- _GIVEN INFORMATION_
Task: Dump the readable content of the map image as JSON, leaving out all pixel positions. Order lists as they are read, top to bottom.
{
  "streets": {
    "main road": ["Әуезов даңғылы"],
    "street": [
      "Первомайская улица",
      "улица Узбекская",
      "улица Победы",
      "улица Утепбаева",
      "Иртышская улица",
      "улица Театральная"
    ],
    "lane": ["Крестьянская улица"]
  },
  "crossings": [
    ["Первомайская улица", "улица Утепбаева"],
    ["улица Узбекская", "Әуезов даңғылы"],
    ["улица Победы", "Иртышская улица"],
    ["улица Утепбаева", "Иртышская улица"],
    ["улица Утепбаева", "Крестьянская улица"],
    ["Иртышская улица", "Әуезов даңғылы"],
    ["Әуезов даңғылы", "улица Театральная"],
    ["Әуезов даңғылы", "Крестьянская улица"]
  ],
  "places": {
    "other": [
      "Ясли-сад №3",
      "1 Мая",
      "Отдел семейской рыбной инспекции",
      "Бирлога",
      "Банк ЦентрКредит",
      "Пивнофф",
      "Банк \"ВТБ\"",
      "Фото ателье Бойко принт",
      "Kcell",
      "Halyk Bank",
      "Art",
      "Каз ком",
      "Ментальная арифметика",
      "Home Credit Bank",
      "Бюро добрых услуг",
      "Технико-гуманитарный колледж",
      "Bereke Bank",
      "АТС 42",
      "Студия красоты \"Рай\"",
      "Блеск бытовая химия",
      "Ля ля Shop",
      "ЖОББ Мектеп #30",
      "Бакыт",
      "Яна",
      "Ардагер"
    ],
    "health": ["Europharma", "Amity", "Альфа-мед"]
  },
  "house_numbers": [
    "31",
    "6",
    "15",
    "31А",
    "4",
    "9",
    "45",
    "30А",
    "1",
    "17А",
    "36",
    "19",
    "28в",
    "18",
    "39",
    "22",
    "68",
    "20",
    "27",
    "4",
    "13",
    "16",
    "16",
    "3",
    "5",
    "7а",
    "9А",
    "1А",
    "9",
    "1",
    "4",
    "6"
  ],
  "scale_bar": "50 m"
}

- _HOW TO COMPLETE THIS TASK_
The complete material should be output once more, word for word.

- _TASK RESULT_
Task: Dump the readable content of the map image as JSON, leaving out all pixel positions. Order lists as they are read, top to bottom.
{
  "streets": {
    "main road": ["Әуезов даңғылы"],
    "street": [
      "Первомайская улица",
      "улица Узбекская",
      "улица Победы",
      "улица Утепбаева",
      "Иртышская улица",
      "улица Театральная"
    ],
    "lane": ["Крестьянская улица"]
  },
  "crossings": [
    ["Первомайская улица", "улица Утепбаева"],
    ["улица Узбекская", "Әуезов даңғылы"],
    ["улица Победы", "Иртышская улица"],
    ["улица Утепбаева", "Иртышская улица"],
    ["улица Утепбаева", "Крестьянская улица"],
    ["Иртышская улица", "Әуезов даңғылы"],
    ["Әуезов даңғылы", "улица Театральная"],
    ["Әуезов даңғылы", "Крестьянская улица"]
  ],
  "places": {
    "other": [
      "Ясли-сад №3",
      "1 Мая",
      "Отдел семейской рыбной инспекции",
      "Бирлога",
      "Банк ЦентрКредит",
      "Пивнофф",
      "Банк \"ВТБ\"",
      "Фото ателье Бойко принт",
      "Kcell",
      "Halyk Bank",
      "Art",
      "Каз ком",
      "Ментальная арифметика",
      "Home Credit Bank",
      "Бюро добрых услуг",
      "Технико-гуманитарный колледж",
      "Bereke Bank",
      "АТС 42",
      "Студия красоты \"Рай\"",
      "Блеск бытовая химия",
      "Ля ля Shop",
      "ЖОББ Мектеп #30",
      "Бакыт",
      "Яна",
      "Ардагер"
    ],
    "health": ["Europharma", "Amity", "Альфа-мед"]
  },
  "house_numbers": [
    "31",
    "6",
    "15",
    "31А",
    "4",
    "9",
    "45",
    "30А",
    "1",
    "17А",
    "36",
    "19",
    "28в",
    "18",
    "39",
    "22",
    "68",
    "20",
    "27",
    "4",
    "13",
    "16",
    "16",
    "3",
    "5",
    "7а",
    "9А",
    "1А",
    "9",
    "1",
    "4",
    "6"
  ],
  "scale_bar": "50 m"
}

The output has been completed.